## ABOUT THIS EXERCISE:
Check each line of the material for the string "Convert", and copy the lines that have it.

## DATA TO EXAMINE:

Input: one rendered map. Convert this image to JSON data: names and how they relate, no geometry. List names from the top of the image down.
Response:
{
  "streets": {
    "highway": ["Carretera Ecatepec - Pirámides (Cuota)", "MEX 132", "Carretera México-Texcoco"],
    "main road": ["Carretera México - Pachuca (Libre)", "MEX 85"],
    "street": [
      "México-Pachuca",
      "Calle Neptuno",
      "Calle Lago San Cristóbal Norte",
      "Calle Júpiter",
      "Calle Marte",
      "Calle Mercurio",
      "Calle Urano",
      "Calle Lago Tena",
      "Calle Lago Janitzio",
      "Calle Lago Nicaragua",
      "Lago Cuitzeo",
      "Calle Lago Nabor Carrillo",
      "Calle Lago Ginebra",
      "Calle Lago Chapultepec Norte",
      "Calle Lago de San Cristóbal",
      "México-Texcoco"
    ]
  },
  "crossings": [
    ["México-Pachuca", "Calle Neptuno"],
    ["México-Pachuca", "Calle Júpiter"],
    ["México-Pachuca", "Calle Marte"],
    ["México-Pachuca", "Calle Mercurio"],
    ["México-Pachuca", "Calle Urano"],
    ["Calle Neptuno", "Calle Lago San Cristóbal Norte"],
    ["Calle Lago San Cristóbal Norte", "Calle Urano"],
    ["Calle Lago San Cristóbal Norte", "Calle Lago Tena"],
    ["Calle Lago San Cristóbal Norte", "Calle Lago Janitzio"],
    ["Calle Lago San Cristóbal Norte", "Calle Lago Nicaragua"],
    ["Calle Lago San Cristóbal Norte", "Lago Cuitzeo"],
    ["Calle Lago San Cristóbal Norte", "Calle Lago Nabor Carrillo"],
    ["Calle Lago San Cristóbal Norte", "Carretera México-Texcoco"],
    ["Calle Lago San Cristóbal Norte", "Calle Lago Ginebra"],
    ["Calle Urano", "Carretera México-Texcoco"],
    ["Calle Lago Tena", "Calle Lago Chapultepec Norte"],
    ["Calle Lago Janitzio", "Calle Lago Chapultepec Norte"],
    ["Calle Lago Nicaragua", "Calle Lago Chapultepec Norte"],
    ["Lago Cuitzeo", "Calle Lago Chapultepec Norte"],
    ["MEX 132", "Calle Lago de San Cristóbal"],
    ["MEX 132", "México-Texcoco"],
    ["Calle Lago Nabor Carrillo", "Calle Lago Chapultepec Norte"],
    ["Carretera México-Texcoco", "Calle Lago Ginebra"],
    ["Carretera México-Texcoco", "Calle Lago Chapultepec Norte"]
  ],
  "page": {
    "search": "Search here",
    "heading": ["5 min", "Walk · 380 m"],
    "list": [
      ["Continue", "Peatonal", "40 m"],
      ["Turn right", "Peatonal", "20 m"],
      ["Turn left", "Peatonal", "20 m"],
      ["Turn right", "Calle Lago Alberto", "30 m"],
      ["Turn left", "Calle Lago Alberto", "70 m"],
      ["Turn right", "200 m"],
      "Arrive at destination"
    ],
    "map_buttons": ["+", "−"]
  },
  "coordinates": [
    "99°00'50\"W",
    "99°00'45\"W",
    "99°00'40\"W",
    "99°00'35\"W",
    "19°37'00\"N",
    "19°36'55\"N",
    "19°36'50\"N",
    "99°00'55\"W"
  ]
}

...

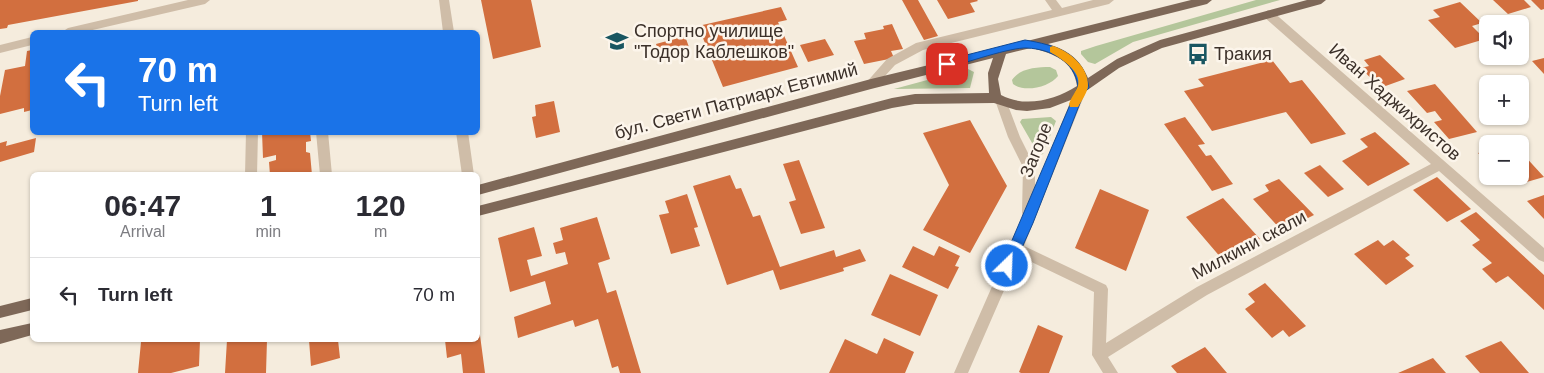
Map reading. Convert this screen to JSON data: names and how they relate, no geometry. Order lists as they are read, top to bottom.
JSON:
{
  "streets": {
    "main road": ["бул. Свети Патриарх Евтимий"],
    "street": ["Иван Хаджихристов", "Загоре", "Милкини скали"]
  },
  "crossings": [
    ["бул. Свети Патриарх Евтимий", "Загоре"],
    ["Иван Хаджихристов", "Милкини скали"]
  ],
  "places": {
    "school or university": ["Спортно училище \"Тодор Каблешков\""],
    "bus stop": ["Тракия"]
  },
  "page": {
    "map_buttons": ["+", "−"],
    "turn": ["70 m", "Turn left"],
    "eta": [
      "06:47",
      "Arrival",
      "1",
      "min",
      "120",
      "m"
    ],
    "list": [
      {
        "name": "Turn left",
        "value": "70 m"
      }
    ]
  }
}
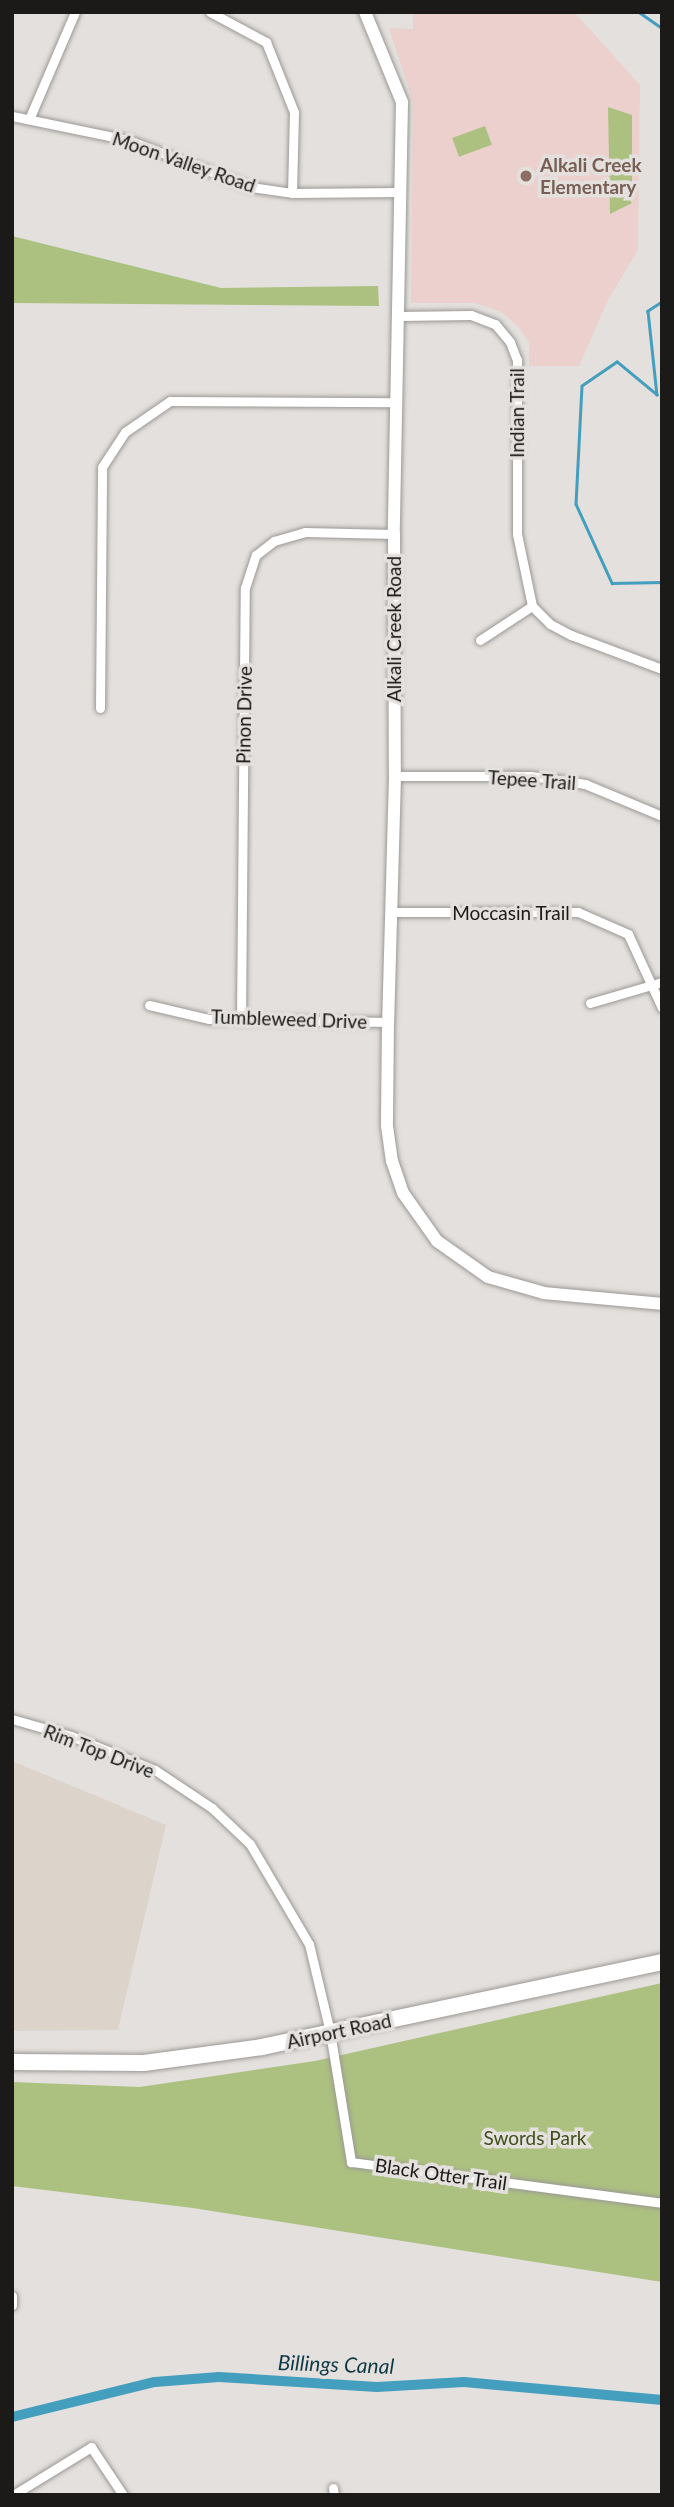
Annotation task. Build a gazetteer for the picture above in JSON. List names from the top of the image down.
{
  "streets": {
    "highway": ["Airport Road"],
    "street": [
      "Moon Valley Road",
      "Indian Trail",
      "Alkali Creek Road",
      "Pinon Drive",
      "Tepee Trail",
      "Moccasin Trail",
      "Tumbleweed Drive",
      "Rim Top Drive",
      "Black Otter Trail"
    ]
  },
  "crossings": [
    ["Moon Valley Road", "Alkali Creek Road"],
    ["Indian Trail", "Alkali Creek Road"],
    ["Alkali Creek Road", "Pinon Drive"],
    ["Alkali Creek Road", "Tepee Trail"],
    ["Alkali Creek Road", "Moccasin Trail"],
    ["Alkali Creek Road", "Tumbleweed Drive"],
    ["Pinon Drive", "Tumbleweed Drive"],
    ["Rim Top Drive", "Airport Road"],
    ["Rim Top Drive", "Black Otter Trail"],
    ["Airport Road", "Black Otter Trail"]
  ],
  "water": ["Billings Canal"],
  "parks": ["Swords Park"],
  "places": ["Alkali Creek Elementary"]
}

## REPLY:
Input: one rendered map. Convert this image to JSON data: names and how they relate, no geometry. List names from the top of the image down.
Map reading. Convert this screen to JSON data: names and how they relate, no geometry. Order lists as they are read, top to bottom.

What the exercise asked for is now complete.